FIJI violated USD’s student code of conduct before on a number of counts. In October of 2019, it was found to have violated five of them. All of the previous violations had to do with unsanctioned events without leadership or school approval. And there may have been alcohol involved, according to the violation descriptions.

The FSL website for USD shows the date that FIJI was investigated back in 2019, but does not display a summary of events or the Student Code of Conduct violations found.

Lissette Martinez, senior director of media relations with USD, provided those violations to News 8 in an email. They are Section 2, A.1.b., Section 2.A.3., Section 2.A.8., Section 3.B., Section 3.C.2-3.

It is not known what FIJI is being investigated for right now for the Sycuan Casino party. It is also unknown what penalties FIJI suffered back in 2019 for its five violations of conduct.

The national Phi Gamma Delta organization and USD's FIJI chapter did not respond to numerous requests for comment.

Former employee could have been protected by whistleblower laws

Marosok reported this large party because of alleged coronavirus violations, a potentially unsafe environment during the time of a pandemic.

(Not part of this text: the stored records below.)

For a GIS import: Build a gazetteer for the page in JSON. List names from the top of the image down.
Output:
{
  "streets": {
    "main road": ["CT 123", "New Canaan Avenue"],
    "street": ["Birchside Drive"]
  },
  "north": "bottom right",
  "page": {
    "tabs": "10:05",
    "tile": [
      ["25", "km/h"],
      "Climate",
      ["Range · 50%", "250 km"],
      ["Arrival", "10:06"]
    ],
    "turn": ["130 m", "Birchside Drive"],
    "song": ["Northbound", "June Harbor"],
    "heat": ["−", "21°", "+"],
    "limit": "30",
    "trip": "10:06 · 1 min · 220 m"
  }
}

Even though he violated his contract to report safety concerns, he is not protected by federal or state whistleblower laws. But according to Attorney Dante Pride, it brings up the question of whether these laws should be expanded during a global health crisis.

Section 1102.5 of the California Labor Code states that an employer can't retaliate against an employee if they report unsafe working conditions to government entities or law enforcement.

Marosok reported the violations to UCSD, which has no authority equal to government or law enforcement.

Pride said it's up for debate if Marosok can be protected or fight his termination in court. 

"It's one of those situations where you kind of do have him reporting, you know, and you do have them absolutely retaliating against him, but whether or not it's legal retaliation is where we're going to draw that line where the fight's going to happen," Pride said.

Pride said this situation was arguable due to the unique authority the school has on the fraternity. One of them would be the fake IDs.

"There could be some type of discipline handed out by the school, therefore they are someone who could provide discipline, but the discipline would be to the kids and not to Sycuan," Pride said. So I don't know again if that would really qualify but it's arguable."

Pride said that due to a global pandemic, cases like Marosok's should apply under a retaliation setting if he was reporting out of fear for his health and safety.

"To the extent that he was scared and nervous about that and called and told the school about that, retaliation should encompass that they shouldn't be able to fire him or that because he was really afraid."

A representative from the Department of Labor said they couldn't offer specific comment on a potential case, but offered a statement that workers should feel confident in speaking up about health issues.

"An employer must keep a workplace free of known health and safety hazards," The statement said. "Employees have the right to speak up about hazards without fear of retaliation."

But Marosok did violate his confidentiality agreement, and his complaints may have come at the right time, but wrong place.

"I think it's just unfortunate that he decided to call the school and not the County," Pride said."